31 Mayıs 1958 tarihli Bozkurt gazetesi Ahmet Yahya cinayetiyle ilişkin şu haberi vermişti: “Evvelki akşam Ahmet Yahya adındaki bir berber vurularak öldürülmüştür. Ahmet Yahya’nın bir solcu olduğu bildirilmektedir. Ahmet Yahya yatağında tabanca ile vurulmak sureti ile öldürülmüştür.”
(AKEL Türkçe sosyal medya sayfasından – 29.5.2019)
KAZILARDA SON DURUM… KAZILARDA SON DURUM…
Engomi, Mazoto ve Lapta’da kazılara devam…
Kayıplar Komitesi Kıbrıslıtürk Üye Ofisi Kazılar Koordinatör Yardımcısı Arkeolog Gülseren Baranhan’dan aldığımız bilgilere göre, Kayıplar Komitesi’nin adamızın kuzeyinde ve güneyinde yürüttüğü kazılar, aşırı sıcaklara rağmen sürdürülüyor.
Engomi’de (Tuzla) başlatılmış olan kazıda bir “kayıp”tan geride kalanlara ulaşılırken, Mazoto’da bir Kıbrıslırum gazeteci arkadaşımızın bize ve Kayıplar Komitesi yetkililerine göstermiş olduğu alanda herhangi bir ize rastlanmayınca, aynı bölgenin az ilerisinde bir başka Kıbrıslırum şahidin göstermiş olduğu noktada yeni bir kazıya başlandı. Bu kazıda 1964 “kaybı” iki Kıbrıslıtürk’ün gömü yerleri aranıyor.
Lapta’da iki “kayıp” şahıstan geride kalanların bulunmuş olduğu “Celebrity yanı” olarak bilinen bölgede iki kazı ekibi, trençleme yaparak kazıyı sürdürüyor. Lapta’da bir lokanta yanında bir “kayıp” şahıstan geride kalanların bulunduğu kazı tamamlandı.
Lefkoşa’da hapishane arkasında da trençleme yapılarak kazılar sürdürülürken, bir Kıbrıslırum okurumuzun göstermiş olduğu Kukla-Galopsida (Köprülü-Çayönü) arasında bir tarladaki kuyu kazısı da devam ediyor. Henüz herhangi bir ize rastlanmadı…
Kayıplar Komitesi’nin bir diğer kazısı da Edremit’te (Trimiti) sürdürülüyor. Burada arazi temizleme işlemleri yapan kazı ekibi, olası gömü yerini arayacak.

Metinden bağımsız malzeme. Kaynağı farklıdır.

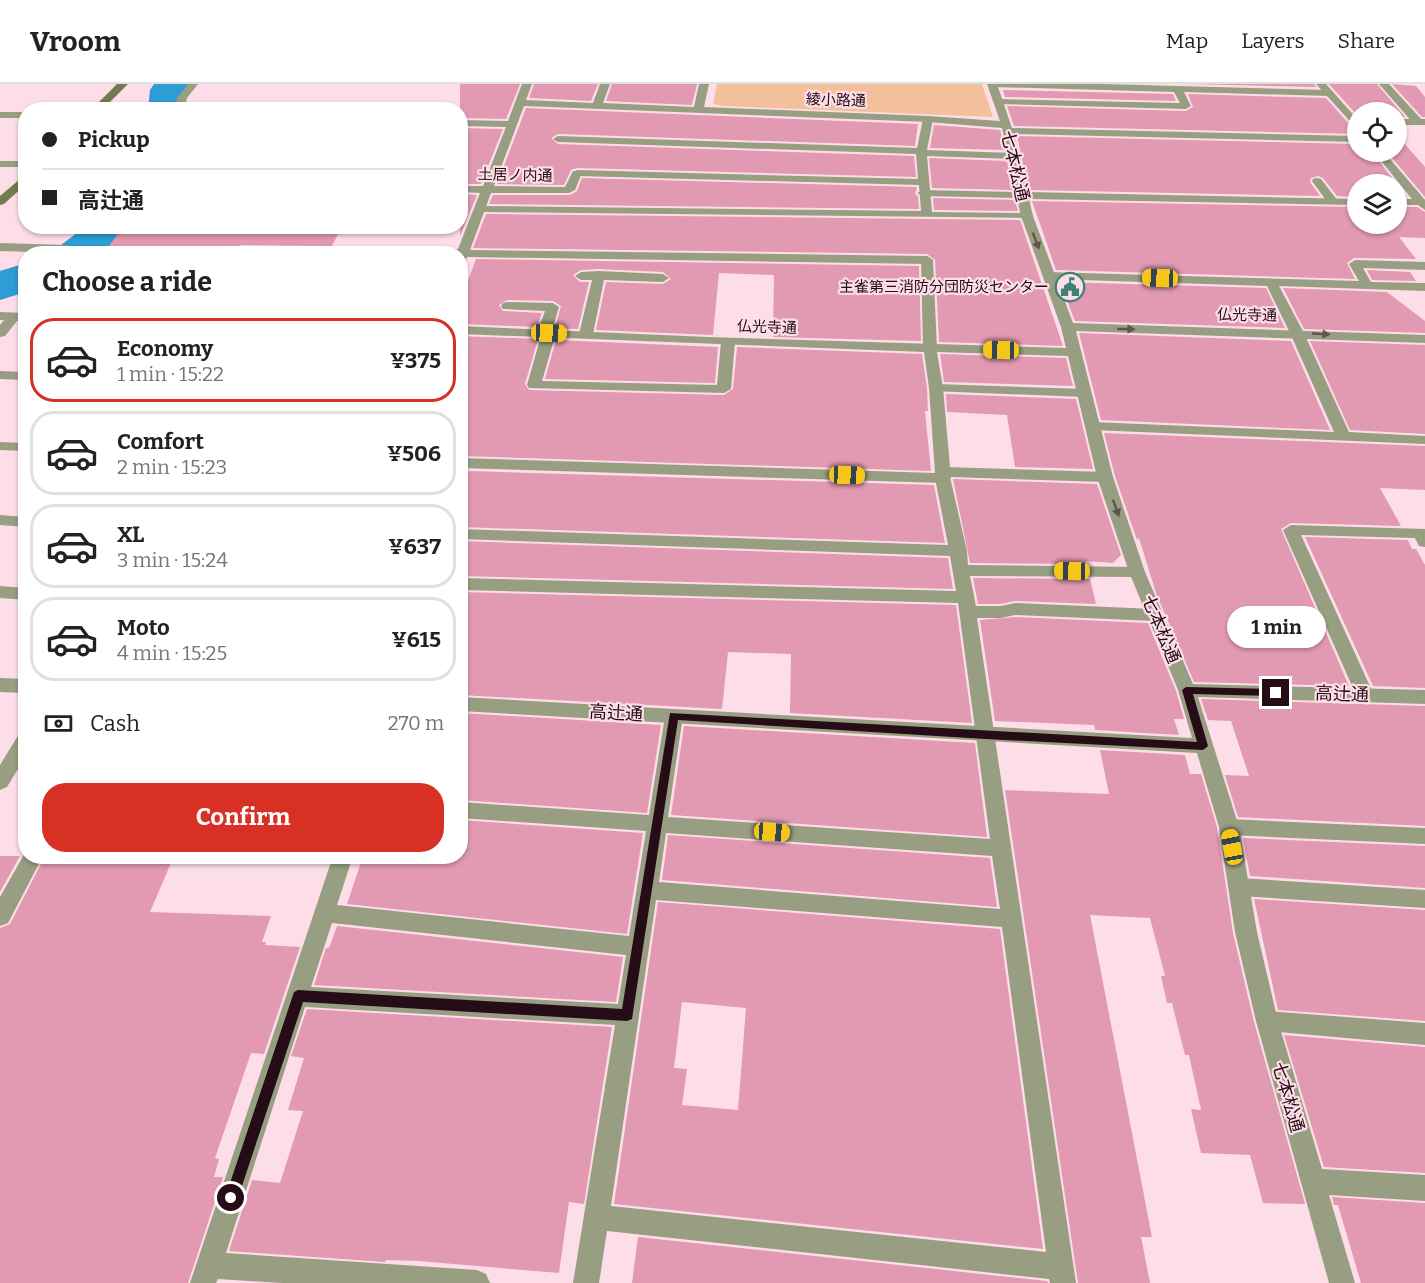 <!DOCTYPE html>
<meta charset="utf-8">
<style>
:root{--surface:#fff;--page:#f6f6f6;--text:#222;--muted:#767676;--line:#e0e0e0;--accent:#d93025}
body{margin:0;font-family:Bitter,"Noto Sans JP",serif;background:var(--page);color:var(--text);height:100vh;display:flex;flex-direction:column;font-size:22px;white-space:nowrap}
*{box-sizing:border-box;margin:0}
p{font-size:20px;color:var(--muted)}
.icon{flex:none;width:33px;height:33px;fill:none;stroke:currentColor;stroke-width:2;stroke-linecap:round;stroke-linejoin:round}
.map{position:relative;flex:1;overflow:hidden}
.drawer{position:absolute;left:18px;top:162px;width:450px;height:618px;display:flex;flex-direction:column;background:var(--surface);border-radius:24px;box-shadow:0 2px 4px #0004}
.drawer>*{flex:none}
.guide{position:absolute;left:18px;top:18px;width:450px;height:132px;border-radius:24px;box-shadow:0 2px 4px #0004;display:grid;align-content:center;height:132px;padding:0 24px;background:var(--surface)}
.tools{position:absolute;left:1347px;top:18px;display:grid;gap:12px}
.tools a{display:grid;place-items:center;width:60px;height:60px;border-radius:50%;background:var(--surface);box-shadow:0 2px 4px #0004;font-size:30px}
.end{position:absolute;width:27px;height:27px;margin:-14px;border:8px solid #260c17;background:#fff;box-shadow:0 0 0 3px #fff}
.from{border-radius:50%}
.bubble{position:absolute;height:42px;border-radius:21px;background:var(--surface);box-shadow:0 2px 4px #0004;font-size:20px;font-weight:700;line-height:42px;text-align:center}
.car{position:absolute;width:18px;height:36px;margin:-18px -9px;border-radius:8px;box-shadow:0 0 4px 2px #0007;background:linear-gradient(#f5c518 24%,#345 0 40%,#f5c518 0 76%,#345 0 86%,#f5c518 0)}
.guide b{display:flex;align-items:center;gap:21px;height:57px;font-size:22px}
.guide b+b{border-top:2px solid var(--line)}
.guide i{width:15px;height:15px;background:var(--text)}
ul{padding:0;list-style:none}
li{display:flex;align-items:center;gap:18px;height:84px;margin:0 12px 9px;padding:0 12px;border:3px solid var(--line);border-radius:24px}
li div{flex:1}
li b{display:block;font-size:22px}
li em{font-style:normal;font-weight:700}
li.selected{border-color:var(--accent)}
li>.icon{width:54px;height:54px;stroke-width:1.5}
h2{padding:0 24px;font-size:27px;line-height:72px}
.pay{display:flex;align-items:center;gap:15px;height:66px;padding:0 24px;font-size:22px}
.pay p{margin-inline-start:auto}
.primary-button{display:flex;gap:12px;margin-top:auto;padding:12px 24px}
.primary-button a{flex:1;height:69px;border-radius:24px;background:var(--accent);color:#fff;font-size:24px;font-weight:700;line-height:69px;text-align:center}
header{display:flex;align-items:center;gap:36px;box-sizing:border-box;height:84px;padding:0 30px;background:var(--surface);border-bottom:2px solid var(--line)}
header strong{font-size:28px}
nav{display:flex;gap:33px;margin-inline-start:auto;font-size:21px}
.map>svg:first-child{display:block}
</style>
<header>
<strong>Vroom</strong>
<nav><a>Map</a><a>Layers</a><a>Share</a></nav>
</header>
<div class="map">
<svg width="1425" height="1199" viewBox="0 0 1425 1199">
<rect width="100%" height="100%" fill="#fddee8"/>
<path fill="#f3c09c" d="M717,0h265l11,33 -270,-11 -10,-2z"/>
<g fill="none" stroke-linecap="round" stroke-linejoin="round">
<g fill="#2e9cd5" fill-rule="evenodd">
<path d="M154,0h35l-5,7 -1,19h-35l2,-20z"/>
<path d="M86,142h46c-23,33 -41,28 -77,28l6,-9z"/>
<path d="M26,179v29l-26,8v-29z"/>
</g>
</g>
<g fill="#e299b2" fill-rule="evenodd">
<path d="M460,0h60l-14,35 -46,-1z"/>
<path d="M534,0h64l-7,17 -62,-3z"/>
<path d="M612,0h85l-5,21 -86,-4z"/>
<path d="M1187,0h127l2,3z"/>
<path d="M1329,0h48l28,33h-9v-5h-38v4z"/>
<path d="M1392,0l24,2 9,11v20h-3z"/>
<path d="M1003,6l170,4 3,7 -171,-4z"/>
<path d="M1188,10l138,4 32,36 -344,-8 -7,-20 179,5 7,-4z"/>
<path d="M526,24l392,16 -3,22 -357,-12 -7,4 7,6 356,12 2,21 -339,-9 -6,2 -7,15 -67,-1z"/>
<path d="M934,41l66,5 5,20 -75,-2z"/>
<path d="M460,44l43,1 -22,55h-21z"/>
<path d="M1396,50l29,33v30l-38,-45h9z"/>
<path d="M1017,52l341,8v8h14l35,45h-11v-13h-38v13l-21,-1 -14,-18 -5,-2 -7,2 -1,4 10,14 -291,-6z"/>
<path d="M929,74l78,3 6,29 -81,-2z"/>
<path d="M582,94l335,9 -2,7 3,2 1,13 -430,-5 4,-9h77l7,-4z"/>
<path d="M460,110l17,1 -17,41z"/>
<path d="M933,114l82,2 3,11 -84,-1z"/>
<path d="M1032,117l326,6v17h38v-17h21l8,5v26l-26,-1 17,22 -62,-1 -7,5 8,16 -299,-9z"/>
<path d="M486,130l534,6 43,126 -124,-4 -4,-82 -8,-6 -454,-6z"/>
<path d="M124,142l175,2 43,-2 -10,20 -91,-1 -6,2v7h-132z"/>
<path d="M476,175l443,7 2,75 -148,-4 1,-62 -55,-2 -6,62 -117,-5 10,-48 57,2 8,-5 -8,-7 -64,-3 -18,1 -8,5 7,7h9l-11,47 -23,-1 6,-22 -8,-5 -46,-1 -8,5 4,6 39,2 -5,14 -77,-3v-22z"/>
<path d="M1367,186l43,2 6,9 -44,-1z"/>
<path d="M1060,198l206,6 19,40 -210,-7z"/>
<path d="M1283,204l104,4 38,29v12l-121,-4z"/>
<path d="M1079,249l212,8 39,89 -229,-10z"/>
<path d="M460,252l78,3 -13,45 4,6 195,5 9,-6 4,-42 185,7 5,34 1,23h-3l6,60 -471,-15z"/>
<path d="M556,256l162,7 -3,36 -170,-4z"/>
<path d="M1310,257l115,4v89l-75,-4z"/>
<path d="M940,270l126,4 7,28 -129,-4z"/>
<path d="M946,310l130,5 17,70 -78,-2 -8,-52 -60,-3z"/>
<path d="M1104,349l321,13v44l-45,-2 21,38 -110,-3 -10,6 68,157 -155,-4 -38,-89 -17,-55 -2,2 -22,-64z"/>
<path d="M469,387l465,14 11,58 -485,-16v-49l7,-2z"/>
<path d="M953,395l144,5 24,71 -8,8 -27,-2v3l-116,-1z"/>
<path d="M1305,453l103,3 4,9h4l9,16v123l-52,-2z"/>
<path d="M460,457l488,17 5,31 -493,-13z"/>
<path d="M973,494l117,1 6,25 -81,-3 -14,3h-23z"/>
<path d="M460,508l496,13 16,118 -182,-10 1,-59 -63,-2 -6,57 -262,-14z"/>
<path d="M1015,533l133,6 28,68 8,28h-10l5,16 -84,-5 -1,-5 -99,-4 -15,-101z"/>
<path d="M1201,615l224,7v120l-187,-9 -13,-42 24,1 -18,-55 -23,-1z"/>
<path d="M460,629l201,12 -14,88 -187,-13z"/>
<path d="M684,642l291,17 12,94 -316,-22z"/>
<path d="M1100,666l85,5 5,19h11l16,53 16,106 21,89 51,182 -42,-1 -13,-48 -49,-2 -10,-44 10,1 -12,-55h-4l-13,-52h-5l-6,-27h4l-15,-58 -60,-3 62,322h-11l9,46h-72l-73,-493 104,4z"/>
<path d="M460,736l183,13 -16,101 -280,-30 16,-48h97z"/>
<path d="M668,751l322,23 7,49 -335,-27z"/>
<path d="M1243,754l182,8v42l-175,-12z"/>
<path d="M0,772h20l-20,36z"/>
<path d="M45,772h129l-24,56 121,4 -9,26h4l-1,3 35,2 -36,107 -13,-1 -36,105 4,1 -5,18h9l-35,106h-188v-355l10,-4z"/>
<path d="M1254,815l171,11v111l-147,-11z"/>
<path d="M658,818l342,27 43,320 -429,-45zM682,918l64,6 -8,102 -56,-5 5,-36 -13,-1z"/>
<path d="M337,842l286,31 -7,45 -302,-17 12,-37h3z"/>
<path d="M307,925l305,18 -28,177 -15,-2 -10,71 -141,-12 -32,-1 -1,2 -156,-11 23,-71 28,3 23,-72 -15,-1 16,-52 -13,-2z"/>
<path d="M1284,951l141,12v126l-101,-6z"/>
<path d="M1332,1113l93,6v80h-64l-23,-78h-4z"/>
<path d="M638,1153l409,44 1,2h-416z"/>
</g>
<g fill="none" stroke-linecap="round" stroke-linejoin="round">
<g fill="#989e81" fill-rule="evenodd">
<path d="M188,0h10l-11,14 -3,12h-10l3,-12z"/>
<path d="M989,0h113l227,6 5,3 -5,3 -145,-4 7,14 -5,3 -188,-5 -3,-1v-4l185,4 -6,-11 -180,-5z"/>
<path d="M1379,0h10l33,36v4h-8z"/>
<path d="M928,32l5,3 -6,31 86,3 5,3 -5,3 -86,-3 5,56 95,1 4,1v4l-551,-6 -6,-3 6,-3 441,5 -2,-26 -342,-9 -5,-3 5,-3 341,9 -2,-25 -358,-12 -5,-3 5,-3 359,12 6,-29z"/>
<rect x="0" y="77" width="26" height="6"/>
<path d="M1317,94l4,1 17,22 -2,2h-8l-16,-22 1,-2z"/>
<path d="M0,159l67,2 6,4 -6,4 -67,-2z"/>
<path d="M241,163l222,2 6,4 -9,4v-3h-223v-6z"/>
<path d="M927,172l6,4 4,89 -7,4 -7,-4 -2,-89z"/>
<path d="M1355,176l70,2v8l-62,-2 8,14 54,1v8l-146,-5 25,47 45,99 76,4v8l-333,-14 -7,-4 7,-4 242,10 -44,-99 -23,-47 -217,-7 -6,-4 2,-3 313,9 -10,-17z"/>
<path d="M599,187l64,3 6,4 -6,4 -59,-2 -11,54 -7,4 -7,-4 13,-54h-11l-6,-4 6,-4z"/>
<path d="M507,218l46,1 6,4 -7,23 4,3 -14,48 175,4 4,-43 7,-4 7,4 -4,47 -7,4 -195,-5 -2,-3 14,-49 -4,-3 8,-22 -42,-2 -2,-3 2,-3z"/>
<path d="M0,287l26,1v8l-26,-1z"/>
<path d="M936,300l148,5 7,4 -7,4 -153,-6 -2,-3 2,-3z"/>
<path d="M460,375l8,1 2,3 -5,12 -5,1z"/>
<path d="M943,383l162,5 8,5 -8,5 -155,-5 17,74 1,14 169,2 6,1 2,4 -2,4 -6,1 -167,-1 6,30h25l14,-3 139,6 6,2 3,4 -3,4 -6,2 -139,-6 -14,3h-24l99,665h-26l-1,-4 -442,-48 -8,52h-26l42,-258 -310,-18 -79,246 251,17 9,4 4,9h-208l-64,-4 -2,4h-26l143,-427h20l-16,49 292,31 17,-105 -186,-13v-16l189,13 16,-99 2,-5 7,-2 7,2 2,5 -15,101 322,22 -32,-236 -498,-13v-12l496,13 -6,-35 -490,-17v-10l488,16 -13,-67 3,-9zM666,749l326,23 8,53 -341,-27zM656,816l346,27 44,325 -435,-46zM332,839l294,32 -8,49 -307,-17z"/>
<path d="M0,431l26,2v10l-26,-2z"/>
<path d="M1291,441l134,4v18l-6,-1 -4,-8 -114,-3 73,160 -3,5 -6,2 -6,-2 -3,-5 -73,-165z"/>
<path d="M0,502l26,2v12l-26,-2z"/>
<path d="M26,648v24l-19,31 -7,3v-25l19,-31z"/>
<path d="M1229,735l196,9v16l-196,-9 -7,-2 -3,-6 3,-6z"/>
<path d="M26,767v5h17l-35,67 -8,3v-29z"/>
<path d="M1240,794l185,12v18l-185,-12 -7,-3 -3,-6 3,-6z"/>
<path d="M1267,927l158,12v22l-158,-14 -8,-3 -3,-7 3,-7z"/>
</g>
<g fill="#989e81" fill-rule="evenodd">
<path d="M522,0h10l-6,16 67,3 7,-19h10l-7,19 91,4 5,-23h10l-5,23 224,9 72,5 -13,-37h10l15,44 346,8v6l-344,-8 13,58 331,7v6l-329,-6 4,17 40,107 352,12v8l-349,-12 37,146 32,95 48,112 232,6v14l-227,-7 41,130 18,105 21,89 44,148 103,6v26l-96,-6 26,88h-26l-73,-262 -21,-89 -16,-105 -22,-74 -737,-42v-14l732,41 -14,-48 -49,-118 -32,-95 -29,-121 -131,-4 6,36 8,90 -8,5 -483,-15v-10l475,15 -6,-85 -5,-36 -464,-18v-8l248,11 358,11 -5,-21 -40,-111 -4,-18 -94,-2 -6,-3 6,-3 93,2 -14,-64 -74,-6 -404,-16 -30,80 71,1 8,-16h8l1,2 -7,17 -6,3h-78l-21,57 457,6 6,4 -6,4 -460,-7 -3,6h-4v-9h-4l24,-61 -20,-1v-6h23l23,-59 -46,-1v-6l48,1z"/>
<path d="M1316,0h10l32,36v10z"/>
<rect x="0" y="28" width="26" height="6"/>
<rect x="1396" y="35" width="29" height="6"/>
<path d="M1374,68h10l41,48v10l-7,-5h-22v-6h16z"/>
<path d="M0,228l26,1v8h-9l-12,15 -5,1v-12l4,-5h-4z"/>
<path d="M0,358l26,1v8l-26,-1z"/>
<path d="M0,594l26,1v14l-26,-1z"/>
</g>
<g fill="#727a4f" fill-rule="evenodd">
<path d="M117,0h11l-26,26h-11z"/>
<path d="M26,90v10l-22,20 -4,1v-9z"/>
</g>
</g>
<defs><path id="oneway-solid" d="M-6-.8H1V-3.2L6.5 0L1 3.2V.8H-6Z" transform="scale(1.5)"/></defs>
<g fill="#5f554c">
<use href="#oneway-solid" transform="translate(1036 157) rotate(69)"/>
<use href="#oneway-solid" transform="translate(1126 245) rotate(1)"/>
<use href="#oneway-solid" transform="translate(1321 250) rotate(3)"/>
<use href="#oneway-solid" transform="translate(1116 424) rotate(70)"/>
</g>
<path fill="#260c17" d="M1186,603l90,2 5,4 -5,3 -83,-2 15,52 -5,4 -218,-11 -307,-19 -46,299 -5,2 -324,-19 -65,196 -2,5 -5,2 -4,-2 -2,-5 69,-206 4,-2 324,19 48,-296 527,29 -15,-52z"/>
<defs>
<g id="civic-ring" transform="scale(1.5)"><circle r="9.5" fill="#fddee8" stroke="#3f8172" stroke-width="1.5"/><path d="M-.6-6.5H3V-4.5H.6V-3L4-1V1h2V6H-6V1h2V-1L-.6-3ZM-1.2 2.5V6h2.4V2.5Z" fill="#3f8172"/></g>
</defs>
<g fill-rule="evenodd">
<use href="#civic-ring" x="1070" y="203"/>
</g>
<g text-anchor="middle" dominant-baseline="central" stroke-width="4.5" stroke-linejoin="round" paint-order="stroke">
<g font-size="15" fill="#260c17" stroke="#fddee8">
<text transform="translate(836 16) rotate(2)">綾小路通</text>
<text transform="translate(515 91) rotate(1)">土居ノ内通</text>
<text transform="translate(1247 231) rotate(1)">仏光寺通</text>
<text transform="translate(767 243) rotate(2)">仏光寺通</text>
</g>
<g font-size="15" fill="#260c17" stroke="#fddee8" text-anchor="end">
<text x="1049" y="203">主雀第三消防分団防災センター</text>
</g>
<g font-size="18" fill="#260c17" stroke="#fddee8">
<text transform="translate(1015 82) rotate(77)">七本松通</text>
<text transform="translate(1161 545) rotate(67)">七本松通</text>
<text transform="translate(1342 610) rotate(2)">高辻通</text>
<text transform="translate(616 629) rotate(3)">高辻通</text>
<text transform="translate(1288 1013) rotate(74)">七本松通</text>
</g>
</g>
</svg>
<div class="tools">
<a><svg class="icon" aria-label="locate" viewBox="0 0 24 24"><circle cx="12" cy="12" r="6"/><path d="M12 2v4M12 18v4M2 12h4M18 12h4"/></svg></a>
<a><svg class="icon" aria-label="layers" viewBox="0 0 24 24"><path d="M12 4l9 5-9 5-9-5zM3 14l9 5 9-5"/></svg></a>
</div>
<i class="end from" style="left:231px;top:1114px"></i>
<i class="end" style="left:1276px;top:609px"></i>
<div class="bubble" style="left:1227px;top:522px;width:99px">1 min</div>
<i class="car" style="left:1160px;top:194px;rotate:272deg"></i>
<i class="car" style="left:549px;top:249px;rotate:92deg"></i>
<i class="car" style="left:1001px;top:266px;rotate:271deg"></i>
<i class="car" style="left:847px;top:391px;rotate:92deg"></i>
<i class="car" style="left:1072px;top:487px;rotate:271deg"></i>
<i class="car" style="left:772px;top:748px;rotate:94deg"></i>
<i class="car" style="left:1232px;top:763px;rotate:349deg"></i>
<div class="guide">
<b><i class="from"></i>Pickup</b>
<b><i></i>高辻通</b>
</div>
<section class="drawer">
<h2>Choose a ride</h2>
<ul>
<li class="selected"><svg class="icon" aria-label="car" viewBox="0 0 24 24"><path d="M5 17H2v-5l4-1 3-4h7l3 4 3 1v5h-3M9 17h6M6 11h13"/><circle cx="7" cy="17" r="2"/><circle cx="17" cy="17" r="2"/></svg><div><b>Economy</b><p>1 min · 15:22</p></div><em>¥375</em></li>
<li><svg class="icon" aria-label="car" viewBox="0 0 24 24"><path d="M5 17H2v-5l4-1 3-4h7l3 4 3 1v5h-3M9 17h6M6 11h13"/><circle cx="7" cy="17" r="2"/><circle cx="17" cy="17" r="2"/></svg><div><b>Comfort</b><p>2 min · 15:23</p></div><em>¥506</em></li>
<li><svg class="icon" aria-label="car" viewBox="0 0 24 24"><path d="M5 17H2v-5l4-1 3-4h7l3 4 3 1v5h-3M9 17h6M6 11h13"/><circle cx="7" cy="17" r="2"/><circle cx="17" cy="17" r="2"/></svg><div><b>XL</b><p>3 min · 15:24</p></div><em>¥637</em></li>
<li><svg class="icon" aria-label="car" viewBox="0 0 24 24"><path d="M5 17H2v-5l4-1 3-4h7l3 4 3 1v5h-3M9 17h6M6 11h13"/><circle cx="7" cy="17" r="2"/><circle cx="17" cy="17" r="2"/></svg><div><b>Moto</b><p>4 min · 15:25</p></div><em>¥615</em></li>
</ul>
<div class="pay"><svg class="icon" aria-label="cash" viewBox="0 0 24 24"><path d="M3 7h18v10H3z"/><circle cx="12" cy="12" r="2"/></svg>Cash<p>270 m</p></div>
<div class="primary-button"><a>Confirm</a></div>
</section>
</div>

İki toplumlu kazı ekipleri, 2019 yılında toplam 19 “kayıp” şahıstan geride kalanlara ulaşmış bulunuyor…
Kazı ekiplerinde bulunan tüm arkeologlarımıza, şirocularımıza ve diğer çalışanlara, bu aşırı sıcak günlerde “Çok kolay gelsin” diyoruz.
BASINDAN GÜNCEL…
Nestoros ve Fotiu arasında tartışma…
Kıbrıs Haber Ajansı’nın dün yayımladığı bir habere göre FİLELEFTHEROS gazetesine bir röportaj veren Kayıplar Komitesi Kıbrıslırum eski Üyesi Nestoras Nestoros, çeşitli konularda Kıbrıs Cumhurbaşkanlığı İnsani İşler Komiseri Fotis Fotiu’yu suçlarken, Fotiu da Nestoros’a yanıt vererek, suçlama yapılan konulara açıklık getirdi.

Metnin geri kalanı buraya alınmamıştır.